Tips for managing an aging workforce

Your workforce is getting older, but you need to be wiser when it comes to managing it.


As the American population ages, the American workforce is aging, too. According to the Administration on Aging (a division of the Department of Health and Human Services), there will be 72 million Americans older than 65 by 2030 – an 80 percent increase from 2009. And by 2022, the Bureau of Labor Statistics projects that 31.9 percent of people 65-74 years of age will still be working, compared to just 26.8 in 2012.

What’s causing the aging workforce?

People are living longer and, as they do, they need more money to maintain their quality of life. Many find themselves needing to supplement a retirement income made insufficient by heavy losses in the stock market, or because they did not save enough in previous years.

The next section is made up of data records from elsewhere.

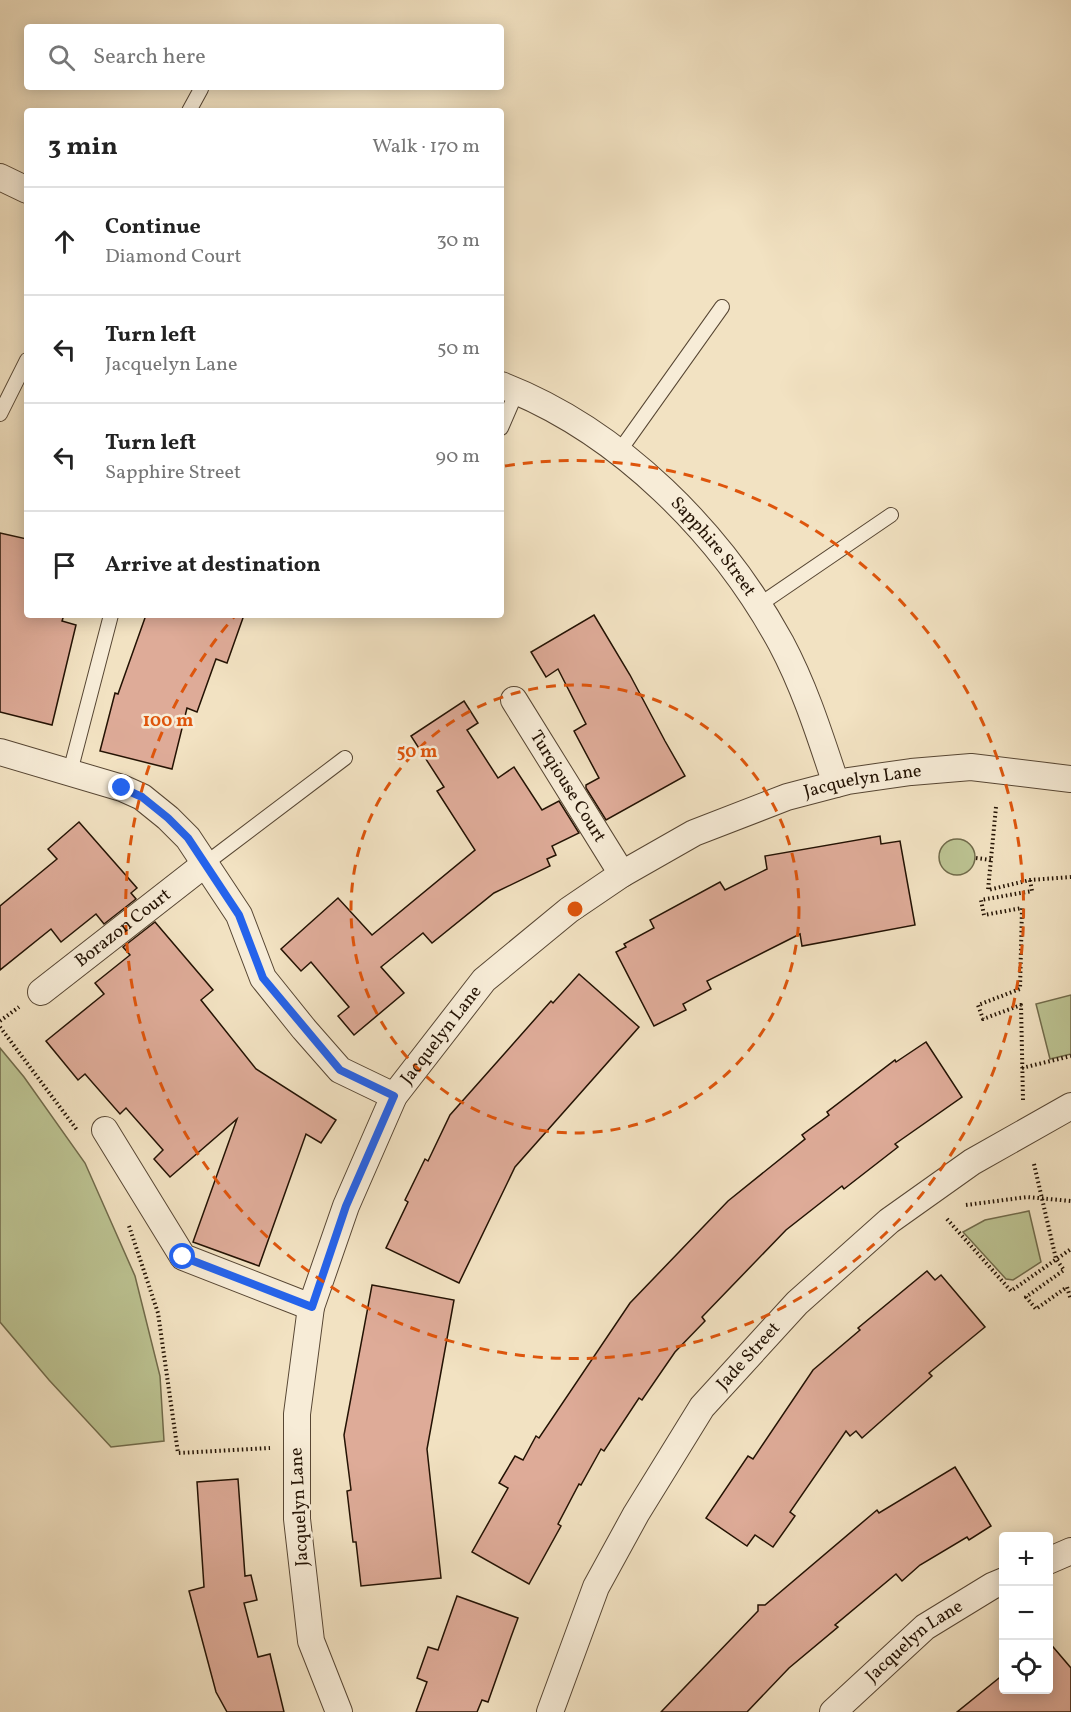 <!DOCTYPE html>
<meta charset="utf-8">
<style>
:root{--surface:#fff;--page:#f6f6f6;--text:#222;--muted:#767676;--line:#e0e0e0}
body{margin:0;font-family:Vollkorn,serif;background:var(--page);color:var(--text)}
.controls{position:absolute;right:18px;bottom:18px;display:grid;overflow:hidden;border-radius:6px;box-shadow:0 3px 15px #0003}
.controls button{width:54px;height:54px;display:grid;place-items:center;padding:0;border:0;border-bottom:2px solid var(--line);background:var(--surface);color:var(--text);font:30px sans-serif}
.stop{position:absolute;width:18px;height:18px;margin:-14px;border:4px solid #2563eb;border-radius:50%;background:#fff}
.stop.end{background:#2563eb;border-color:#fff;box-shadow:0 2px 6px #0008}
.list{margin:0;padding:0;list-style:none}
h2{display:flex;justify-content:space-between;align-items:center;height:78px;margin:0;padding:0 24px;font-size:26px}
h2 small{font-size:20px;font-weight:400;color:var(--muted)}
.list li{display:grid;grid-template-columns:39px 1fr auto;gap:18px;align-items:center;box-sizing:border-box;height:108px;padding:0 24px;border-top:2px solid var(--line)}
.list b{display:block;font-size:22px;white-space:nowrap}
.list p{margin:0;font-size:20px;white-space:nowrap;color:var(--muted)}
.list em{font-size:20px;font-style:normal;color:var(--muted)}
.icon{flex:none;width:33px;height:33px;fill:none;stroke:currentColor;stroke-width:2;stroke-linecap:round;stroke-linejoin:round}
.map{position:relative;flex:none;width:1071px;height:1712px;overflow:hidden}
.search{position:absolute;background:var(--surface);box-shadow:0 3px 15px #0003;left:24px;top:24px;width:480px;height:66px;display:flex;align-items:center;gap:15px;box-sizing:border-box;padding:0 21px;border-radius:6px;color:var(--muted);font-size:22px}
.panel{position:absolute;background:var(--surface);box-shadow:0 3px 15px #0003;left:24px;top:108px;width:480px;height:510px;border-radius:6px}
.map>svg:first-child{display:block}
</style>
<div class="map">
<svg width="1071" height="1712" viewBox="0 0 1071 1712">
<rect width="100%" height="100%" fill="#f2e2c2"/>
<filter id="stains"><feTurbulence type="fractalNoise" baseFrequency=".00333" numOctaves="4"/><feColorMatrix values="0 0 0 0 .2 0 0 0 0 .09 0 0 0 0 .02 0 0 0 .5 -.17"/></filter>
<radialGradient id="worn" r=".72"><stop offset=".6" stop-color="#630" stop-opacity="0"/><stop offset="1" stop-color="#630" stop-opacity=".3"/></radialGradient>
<!-- green -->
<g fill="#bcc392" stroke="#706a4a" stroke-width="1.5">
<circle cx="957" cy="857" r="18"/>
<polygon points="1071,995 1071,1054 1050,1059 1036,1004"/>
<polygon points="0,1048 24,1077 85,1163 135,1276 160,1376 164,1441 111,1447 49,1380 0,1322"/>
<polygon points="1029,1211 1041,1262 1013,1280 1006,1279 963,1232 985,1220"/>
</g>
<!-- building -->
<g fill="#deab98" stroke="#231203" stroke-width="1.5">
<polygon points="0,533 27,539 27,615 64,615 62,621 76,625 52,725 0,712"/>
<polygon points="146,615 244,615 227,663 216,659 197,712 187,708 172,769 100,751 115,693 118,694"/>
<polygon points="594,615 630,675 665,741 685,776 606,820 586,788 586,785 599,778 574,731 586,724 558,669 546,677 531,652"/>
<polygon points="464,701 478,723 467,730 498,778 514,767 542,810 559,801 579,833 552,846 556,855 547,859 550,866 494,893 432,943 423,933 381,967 404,993 354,1035 338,1016 349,1007 311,962 301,971 281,949 338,898 372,935 475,850 437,791 444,787 411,736"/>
<polygon points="79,822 137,888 131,893 136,899 104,924 96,914 61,942 51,929 0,970 0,906 57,859 48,849"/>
<polygon points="880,836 881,844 900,841 915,925 802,946 800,934 707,981 711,989 683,1004 686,1010 654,1026 616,952 626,947 624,944 654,928 650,920 720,882 725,890 767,869 765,856"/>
<polygon points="155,922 213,990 201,1000 256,1069 336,1120 321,1143 306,1134 259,1266 193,1242 237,1119 170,1177 154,1159 163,1150 126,1108 120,1114 85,1074 78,1080 46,1041 104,994 95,983 130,955 123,947"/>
<polygon points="579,974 639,1027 515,1167 459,1283 386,1248 408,1202 405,1200 425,1159 428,1161 450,1115 551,1001 553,1003"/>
<polygon points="926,1042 962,1097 895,1144 898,1147 844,1189 842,1186 786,1230 702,1317 705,1321 675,1352 642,1400 639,1398 604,1451 601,1449 581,1485 579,1484 558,1524 561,1526 529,1584 472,1552 508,1488 499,1483 515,1456 523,1460 536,1436 539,1438 630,1303 728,1201 805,1139 802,1135 829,1115 827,1112 895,1060 896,1062"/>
<polygon points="927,1271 935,1280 941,1275 985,1327 929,1373 932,1376 862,1438 856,1431 850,1436 846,1431 790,1512 795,1516 773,1547 755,1535 747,1546 706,1518 748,1456 753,1459 813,1370 860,1330 858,1328"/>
<polygon points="372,1285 454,1300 427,1449 441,1578 361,1586 356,1542 353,1542 347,1491 351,1490 344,1435"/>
<polygon points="955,1467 991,1526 969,1540 967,1537 920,1565 902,1581 896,1574 835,1625 838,1627 789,1668 747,1712 661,1712 758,1611 758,1605 765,1605 877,1510 879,1513"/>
<polygon points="238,1479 245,1576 251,1575 257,1600 244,1603 258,1657 270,1654 284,1712 227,1712 216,1692 189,1591 204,1587 197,1482"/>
<polygon points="457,1596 518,1618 511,1637 488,1702 482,1700 477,1712 416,1712 427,1682 417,1678 428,1647 438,1650"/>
<polygon points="1048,1641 1071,1668 1071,1712 957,1712 1004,1674 1004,1689 1048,1689"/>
</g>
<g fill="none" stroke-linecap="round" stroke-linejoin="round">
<!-- lane casing -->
<g stroke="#574633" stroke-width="16">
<g id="lane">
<polyline points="189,111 201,89"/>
<polyline points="0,414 27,360"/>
<polyline points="501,428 517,391"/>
<polyline points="618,453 722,307"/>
<polyline points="759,605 891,515"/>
<polyline points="70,772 111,615"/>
<polyline points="205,864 345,758"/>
</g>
</g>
<!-- street casing -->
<g stroke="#574633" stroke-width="28">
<g id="street">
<polyline points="0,177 27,190"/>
<path id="s1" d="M501,385c119,46 220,148 280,258 24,45 39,93 55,141"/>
<path id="s2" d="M514,700l108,174"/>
<polyline points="0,752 122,788 142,797 168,818 188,838 239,915 263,978 304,1029 340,1070 394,1096"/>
<path id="s3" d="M41,992l164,-128"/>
<polyline points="105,1130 183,1257 311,1307"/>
<polyline points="1048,1561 1071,1551"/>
<path id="s4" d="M339,1712l-28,-71 -14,-122v-105l14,-107 35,-101 48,-110 90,-116 85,-70 53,-36 72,-41 93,-36 61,-16 63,-9 60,-5 100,12"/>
<path id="s5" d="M550,1712l46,-125 40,-73 66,-107 95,-104 92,-82 83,-59 99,-56"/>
<path id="s6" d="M833,1712l92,-85 67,-41 12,-5"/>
</g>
</g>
<!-- path -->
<g stroke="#231203" stroke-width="4" stroke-dasharray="1.5 3" stroke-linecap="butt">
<polyline points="996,807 988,890 1030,880 1071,877"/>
<polyline points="976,858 991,860"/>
<polyline points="0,1021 19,1007"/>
<polyline points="0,1027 77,1130"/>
<polyline points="1022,1068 1071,1056"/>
<polyline points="1023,1100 1021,1005 983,1019 978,1005 1020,989 1022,908 984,915 981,900 1032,891 1030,880"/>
<polyline points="1034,1164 1056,1259 1064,1270 1026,1297 1036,1309 1067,1287 1071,1300"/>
<polyline points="966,1205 1027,1197 1071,1201"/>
<polyline points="947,1219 1011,1291 1071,1249"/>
<polyline points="129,1226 158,1313 178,1453 270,1448"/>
</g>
<!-- lane -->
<use href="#lane" stroke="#f7ecd7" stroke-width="14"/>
<!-- street -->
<use href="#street" stroke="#f7ecd7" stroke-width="26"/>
</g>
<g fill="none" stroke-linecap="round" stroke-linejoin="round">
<!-- route -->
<polyline stroke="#2563eb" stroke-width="8" points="122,788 142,797 168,818 188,838 239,915 263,978 340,1070 394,1096 346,1206 312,1307 183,1257"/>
</g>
<!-- distance rings -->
<g fill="none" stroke="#de550c" stroke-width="3" stroke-dasharray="10 8">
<circle cx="575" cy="909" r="224"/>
<path d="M505 466A449 449 0 1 1 234 617"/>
</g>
<g text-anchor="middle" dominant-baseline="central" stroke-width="5" stroke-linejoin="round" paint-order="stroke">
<!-- street labels -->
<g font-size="18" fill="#231203" stroke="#f7ecd7">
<text stroke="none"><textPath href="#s1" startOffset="270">Sapphire Street</textPath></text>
<text stroke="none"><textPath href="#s4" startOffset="1220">Jacquelyn Lane</textPath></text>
<text stroke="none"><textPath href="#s2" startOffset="102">Turqiouse Court</textPath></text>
<text stroke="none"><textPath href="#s3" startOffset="104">Borazon Court</textPath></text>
<text stroke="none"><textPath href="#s4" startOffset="716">Jacquelyn Lane</textPath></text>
<text stroke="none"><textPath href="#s5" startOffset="411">Jade Street</textPath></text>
<text transform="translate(300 1507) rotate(-93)">Jacquelyn Lane</text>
<text stroke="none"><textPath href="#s6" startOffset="108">Jacquelyn Lane</textPath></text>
</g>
</g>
<circle cx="575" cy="909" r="9" fill="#de550c" stroke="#f7ecd7" stroke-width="3"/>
<g font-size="18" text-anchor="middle" font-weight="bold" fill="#de550c" stroke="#f7ecd7" stroke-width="5" stroke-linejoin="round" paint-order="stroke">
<text x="168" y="726">100 m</text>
<text x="417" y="757">50 m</text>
</g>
<rect width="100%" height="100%" filter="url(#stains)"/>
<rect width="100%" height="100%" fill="url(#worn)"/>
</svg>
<div class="controls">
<button>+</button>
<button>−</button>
<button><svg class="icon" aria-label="locate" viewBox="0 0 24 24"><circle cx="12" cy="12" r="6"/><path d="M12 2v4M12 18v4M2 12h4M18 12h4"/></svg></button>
</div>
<div class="stop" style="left:183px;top:1257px"></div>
<div class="stop end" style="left:122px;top:788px"></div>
<div class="search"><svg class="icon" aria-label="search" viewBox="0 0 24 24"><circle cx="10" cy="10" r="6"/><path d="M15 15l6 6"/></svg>Search here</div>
<section class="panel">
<h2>3 min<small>Walk · 170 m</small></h2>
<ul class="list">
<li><svg class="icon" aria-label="ahead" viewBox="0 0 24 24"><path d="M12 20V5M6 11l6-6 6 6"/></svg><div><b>Continue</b><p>Diamond Court</p></div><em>30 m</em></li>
<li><svg class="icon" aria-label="left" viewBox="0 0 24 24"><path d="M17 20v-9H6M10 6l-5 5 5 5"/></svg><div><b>Turn left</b><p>Jacquelyn Lane</p></div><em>50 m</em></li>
<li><svg class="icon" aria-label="left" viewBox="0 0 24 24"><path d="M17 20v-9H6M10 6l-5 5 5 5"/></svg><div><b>Turn left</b><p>Sapphire Street</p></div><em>90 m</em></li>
<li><svg class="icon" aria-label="arrive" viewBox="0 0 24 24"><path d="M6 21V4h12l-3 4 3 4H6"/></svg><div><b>Arrive at destination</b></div></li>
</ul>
</section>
</div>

There is also a desire to contribute to society again. People realize they will live longer – in some cases, 20 more years than was historically expected – and younger retirees don't necessarily want to spend their time at home.

How can older employees help you?

So, what can older employees offer you and your company? The simple and obvious answer is, “experience.” Let's look at that answer in more detail:

  • Early retirees are a wealth of information and knowledge that is relevant for today's market, which is increasingly in need of their intellectual capital.
  • Many older workers have spent a bulk of their careers at big companies. Tap into this “big company" expertise and knowledge.
  • These seasoned veterans can usually jump into a position without a need for intensive training.

Overcoming challenges of an aging workforce

Mature workers face many challenges in today's multigenerational workplace, including keeping up with rapidly changing technology, meeting demand for broader skill sets, and marketing themselves to employers online. 

Adecco offers these key pointers to help you ensure your older workforce excels:

  • Keep them interested. If you help your older employees continue to move their career forward and foster a passion for your business, they will be more motivated to learn new tasks and stay on top of the latest industry trends.
  • Make sure they're in the tech-know. It's very important for both you and your employees, old and new, to keep up with the most up-to-date advances. if you invest in training and professional development programs to keep your staff tech-savvy, both you and your workforce will benefit greatly. 
  • Get the most out of their experience. Smaller companies are always looking to leverage "big company" expertise and many older workers have spent a bulk of their careers at big companies. Take advantage of their experience.